コックピットの「最後の言葉」が玩具にされる

 テクノロジー関連メディアArs Technicaの報道によると、問題の核心にあるのは米国国家運輸安全委員会(NTSB)が公開している事故調査報告書だ。航空機事故が発生すると、NTSBはコックピットボイスレコーダー(CVR)に記録された乗員の会話を書き起こし、報告書の一部として公開する。事故原因の究明と再発防止という公益目的のための制度である。

 ところが、一部のAIユーザーがこの書き起こしテキストを音声合成AIに入力し、死亡したパイロットの「声」を再現してSNSに投稿する行為が確認されているという。墜落直前の緊迫した交信や最後の叫びがAIによって「音声化」され、エンターテインメントとして消費される事態が起きているのだ。

遺族の苦痛と「公開制度」崩壊の危機

 この問題が深刻なのは、技術的に「可能」であることと倫理的に「許される」ことの間に巨大な溝が存在する点だ。

 CVRの書き起こし記録は公開情報であり、アクセス自体に違法性はない。しかし、そこには事故で命を落とした乗員の最後の瞬間が刻まれている。遺族にとって、亡き家族の声がAIで再現されネット上で拡散されることの苦痛は計り知れない。

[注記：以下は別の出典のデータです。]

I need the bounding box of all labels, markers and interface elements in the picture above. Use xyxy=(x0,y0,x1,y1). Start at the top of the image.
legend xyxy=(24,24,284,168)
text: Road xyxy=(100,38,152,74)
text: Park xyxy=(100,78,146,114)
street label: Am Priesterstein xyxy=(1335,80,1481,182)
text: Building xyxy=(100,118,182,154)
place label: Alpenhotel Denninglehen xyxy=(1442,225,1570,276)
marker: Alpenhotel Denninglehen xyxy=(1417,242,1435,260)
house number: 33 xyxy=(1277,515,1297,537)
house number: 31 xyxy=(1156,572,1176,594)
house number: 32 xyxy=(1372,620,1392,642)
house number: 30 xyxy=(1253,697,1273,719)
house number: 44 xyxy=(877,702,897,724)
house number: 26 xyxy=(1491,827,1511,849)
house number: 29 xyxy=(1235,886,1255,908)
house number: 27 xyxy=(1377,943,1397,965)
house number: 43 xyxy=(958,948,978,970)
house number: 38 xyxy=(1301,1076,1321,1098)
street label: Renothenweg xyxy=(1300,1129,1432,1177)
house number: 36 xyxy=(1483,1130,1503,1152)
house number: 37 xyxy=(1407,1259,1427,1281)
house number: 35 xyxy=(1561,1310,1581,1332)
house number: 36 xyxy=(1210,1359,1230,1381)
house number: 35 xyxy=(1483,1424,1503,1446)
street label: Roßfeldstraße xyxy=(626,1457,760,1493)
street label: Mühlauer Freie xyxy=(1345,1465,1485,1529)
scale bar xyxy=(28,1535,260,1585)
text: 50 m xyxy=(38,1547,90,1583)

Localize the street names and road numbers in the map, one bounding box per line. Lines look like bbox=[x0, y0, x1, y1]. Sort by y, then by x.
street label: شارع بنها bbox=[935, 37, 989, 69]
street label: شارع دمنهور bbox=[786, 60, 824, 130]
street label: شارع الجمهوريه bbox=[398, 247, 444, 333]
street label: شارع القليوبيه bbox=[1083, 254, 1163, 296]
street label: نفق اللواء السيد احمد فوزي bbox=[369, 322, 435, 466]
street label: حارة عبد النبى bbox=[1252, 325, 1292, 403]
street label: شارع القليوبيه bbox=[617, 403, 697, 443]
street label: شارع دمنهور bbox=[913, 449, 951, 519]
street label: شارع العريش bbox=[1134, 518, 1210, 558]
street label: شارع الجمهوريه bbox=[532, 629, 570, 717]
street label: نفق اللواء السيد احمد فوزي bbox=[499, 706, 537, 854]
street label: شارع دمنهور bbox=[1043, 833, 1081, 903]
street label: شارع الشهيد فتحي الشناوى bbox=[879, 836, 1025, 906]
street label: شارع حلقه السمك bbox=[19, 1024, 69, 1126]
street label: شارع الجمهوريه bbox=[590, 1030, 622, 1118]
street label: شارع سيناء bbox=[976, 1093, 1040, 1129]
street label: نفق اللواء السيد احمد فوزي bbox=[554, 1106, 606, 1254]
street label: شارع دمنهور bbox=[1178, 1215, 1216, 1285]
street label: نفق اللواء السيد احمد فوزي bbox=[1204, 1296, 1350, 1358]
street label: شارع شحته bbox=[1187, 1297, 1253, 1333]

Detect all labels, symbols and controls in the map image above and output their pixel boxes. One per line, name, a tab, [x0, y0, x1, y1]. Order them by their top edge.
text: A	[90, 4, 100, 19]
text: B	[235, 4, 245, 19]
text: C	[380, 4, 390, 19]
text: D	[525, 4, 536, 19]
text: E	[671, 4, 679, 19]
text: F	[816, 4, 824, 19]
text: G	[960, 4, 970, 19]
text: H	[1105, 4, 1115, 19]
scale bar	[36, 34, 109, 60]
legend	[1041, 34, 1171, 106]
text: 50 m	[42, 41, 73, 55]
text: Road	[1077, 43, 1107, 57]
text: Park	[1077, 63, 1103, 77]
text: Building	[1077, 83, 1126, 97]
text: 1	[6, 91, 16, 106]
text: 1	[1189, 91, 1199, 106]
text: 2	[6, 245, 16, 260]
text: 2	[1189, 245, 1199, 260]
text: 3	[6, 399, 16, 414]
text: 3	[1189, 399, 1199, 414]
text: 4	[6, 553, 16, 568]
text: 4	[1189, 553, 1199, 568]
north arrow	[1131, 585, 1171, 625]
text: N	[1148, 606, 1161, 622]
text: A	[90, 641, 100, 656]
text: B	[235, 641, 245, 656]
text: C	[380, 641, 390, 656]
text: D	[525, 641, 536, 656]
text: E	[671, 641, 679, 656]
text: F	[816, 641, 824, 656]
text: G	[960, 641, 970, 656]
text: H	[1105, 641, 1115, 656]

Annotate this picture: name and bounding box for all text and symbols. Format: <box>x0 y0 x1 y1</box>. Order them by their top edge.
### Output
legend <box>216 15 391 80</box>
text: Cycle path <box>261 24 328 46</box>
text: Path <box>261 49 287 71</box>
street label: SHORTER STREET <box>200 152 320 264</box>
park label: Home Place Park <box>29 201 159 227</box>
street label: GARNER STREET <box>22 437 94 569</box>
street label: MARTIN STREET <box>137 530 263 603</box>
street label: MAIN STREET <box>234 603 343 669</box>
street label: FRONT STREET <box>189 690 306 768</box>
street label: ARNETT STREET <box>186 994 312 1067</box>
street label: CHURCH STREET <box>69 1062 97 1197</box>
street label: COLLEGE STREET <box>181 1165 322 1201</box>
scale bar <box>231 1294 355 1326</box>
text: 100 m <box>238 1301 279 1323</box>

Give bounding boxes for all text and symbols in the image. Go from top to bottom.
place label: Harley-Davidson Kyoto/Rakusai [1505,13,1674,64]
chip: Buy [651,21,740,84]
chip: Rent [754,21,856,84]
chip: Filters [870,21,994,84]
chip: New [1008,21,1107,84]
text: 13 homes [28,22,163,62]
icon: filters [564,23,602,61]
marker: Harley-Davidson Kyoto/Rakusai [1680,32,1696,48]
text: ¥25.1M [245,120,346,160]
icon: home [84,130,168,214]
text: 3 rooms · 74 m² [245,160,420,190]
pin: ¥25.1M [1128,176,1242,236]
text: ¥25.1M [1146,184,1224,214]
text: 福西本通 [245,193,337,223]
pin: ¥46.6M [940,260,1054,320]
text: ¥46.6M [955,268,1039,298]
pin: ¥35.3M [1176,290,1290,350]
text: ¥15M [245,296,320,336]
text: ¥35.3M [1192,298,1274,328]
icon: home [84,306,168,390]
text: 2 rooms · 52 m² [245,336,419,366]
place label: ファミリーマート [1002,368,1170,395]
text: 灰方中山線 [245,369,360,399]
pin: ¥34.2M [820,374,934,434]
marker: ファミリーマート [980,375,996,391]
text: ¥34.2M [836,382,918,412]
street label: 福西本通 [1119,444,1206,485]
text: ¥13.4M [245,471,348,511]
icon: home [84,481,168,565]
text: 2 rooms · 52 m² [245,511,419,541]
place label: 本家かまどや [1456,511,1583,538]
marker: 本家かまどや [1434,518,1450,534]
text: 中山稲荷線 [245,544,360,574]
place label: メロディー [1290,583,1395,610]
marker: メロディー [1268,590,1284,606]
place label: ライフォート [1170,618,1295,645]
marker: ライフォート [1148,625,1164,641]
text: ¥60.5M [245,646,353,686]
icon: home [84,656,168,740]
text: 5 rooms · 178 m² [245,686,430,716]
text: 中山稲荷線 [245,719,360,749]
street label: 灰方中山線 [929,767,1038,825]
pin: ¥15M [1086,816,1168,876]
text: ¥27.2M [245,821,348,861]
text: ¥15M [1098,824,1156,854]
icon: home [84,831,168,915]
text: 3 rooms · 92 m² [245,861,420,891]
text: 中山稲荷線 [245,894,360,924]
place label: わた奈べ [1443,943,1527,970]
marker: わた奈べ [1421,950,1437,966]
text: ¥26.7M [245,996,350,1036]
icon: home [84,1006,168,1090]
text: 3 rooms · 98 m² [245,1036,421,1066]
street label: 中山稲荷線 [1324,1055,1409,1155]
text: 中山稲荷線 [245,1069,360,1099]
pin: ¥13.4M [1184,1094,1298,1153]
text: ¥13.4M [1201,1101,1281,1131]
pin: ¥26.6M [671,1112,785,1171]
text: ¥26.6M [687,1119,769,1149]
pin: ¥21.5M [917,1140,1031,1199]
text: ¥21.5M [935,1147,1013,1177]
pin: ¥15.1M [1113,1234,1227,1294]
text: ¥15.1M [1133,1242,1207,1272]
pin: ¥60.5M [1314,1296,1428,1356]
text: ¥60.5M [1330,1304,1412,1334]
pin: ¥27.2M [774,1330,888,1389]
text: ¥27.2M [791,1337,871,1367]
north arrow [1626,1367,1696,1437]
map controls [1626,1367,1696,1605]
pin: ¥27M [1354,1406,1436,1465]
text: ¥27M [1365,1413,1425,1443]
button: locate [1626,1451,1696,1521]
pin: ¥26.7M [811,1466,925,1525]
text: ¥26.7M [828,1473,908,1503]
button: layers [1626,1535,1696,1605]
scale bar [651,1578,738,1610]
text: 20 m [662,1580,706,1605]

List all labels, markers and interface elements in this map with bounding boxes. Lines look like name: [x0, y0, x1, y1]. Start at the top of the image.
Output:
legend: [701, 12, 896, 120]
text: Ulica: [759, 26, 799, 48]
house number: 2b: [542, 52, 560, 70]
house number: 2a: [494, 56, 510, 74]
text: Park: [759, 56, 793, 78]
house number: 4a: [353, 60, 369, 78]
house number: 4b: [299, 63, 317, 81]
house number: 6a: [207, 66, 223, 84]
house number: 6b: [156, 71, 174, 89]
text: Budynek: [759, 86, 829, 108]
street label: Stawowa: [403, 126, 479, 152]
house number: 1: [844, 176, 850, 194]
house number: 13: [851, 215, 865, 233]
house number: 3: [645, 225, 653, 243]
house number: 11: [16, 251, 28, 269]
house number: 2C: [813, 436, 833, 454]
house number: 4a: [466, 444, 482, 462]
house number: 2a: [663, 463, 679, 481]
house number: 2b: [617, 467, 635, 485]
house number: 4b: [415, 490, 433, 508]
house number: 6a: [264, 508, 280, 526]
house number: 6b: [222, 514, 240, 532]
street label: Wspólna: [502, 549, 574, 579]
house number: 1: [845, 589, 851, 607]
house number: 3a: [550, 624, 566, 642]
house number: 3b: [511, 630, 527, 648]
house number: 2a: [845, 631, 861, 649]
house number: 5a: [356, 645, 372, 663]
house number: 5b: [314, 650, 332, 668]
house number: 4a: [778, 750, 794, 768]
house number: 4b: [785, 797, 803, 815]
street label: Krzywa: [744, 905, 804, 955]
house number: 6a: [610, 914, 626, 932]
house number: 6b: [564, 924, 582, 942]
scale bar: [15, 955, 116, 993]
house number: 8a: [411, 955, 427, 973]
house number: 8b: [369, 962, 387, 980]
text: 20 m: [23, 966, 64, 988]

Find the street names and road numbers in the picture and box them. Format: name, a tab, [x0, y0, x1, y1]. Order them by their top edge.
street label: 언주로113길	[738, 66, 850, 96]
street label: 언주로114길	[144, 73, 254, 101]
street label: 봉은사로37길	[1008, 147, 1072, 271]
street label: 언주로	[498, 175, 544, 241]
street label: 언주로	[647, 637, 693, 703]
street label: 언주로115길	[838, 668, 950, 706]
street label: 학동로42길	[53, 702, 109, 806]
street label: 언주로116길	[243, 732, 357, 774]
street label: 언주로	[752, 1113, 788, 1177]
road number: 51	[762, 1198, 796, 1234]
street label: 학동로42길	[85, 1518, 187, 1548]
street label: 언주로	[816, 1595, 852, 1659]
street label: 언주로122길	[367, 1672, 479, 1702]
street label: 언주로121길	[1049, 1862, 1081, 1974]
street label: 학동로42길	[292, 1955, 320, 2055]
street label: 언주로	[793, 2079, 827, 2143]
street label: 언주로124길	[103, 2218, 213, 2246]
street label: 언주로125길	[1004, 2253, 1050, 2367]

 さらに、航空業界の関係者からはCVR記録の公開制度そのものが危機にさらされるとの懸念も出ているとされる。プライバシー保護を理由に書き起こしが非公開に転じれば、事故調査の透明性が損なわれ、航空安全の向上という本来の目的が後退しかねない。

当局が検討する規制の枠組み

 報道によれば、NTSBはこの事態を深刻に受け止めており、CVR記録の悪用を防ぐための法的・制度的対応を検討しているという。CVRの書き起こしをAI音声合成の素材として使用することを明確に禁止する規制の枠組みが議論されているとみられる。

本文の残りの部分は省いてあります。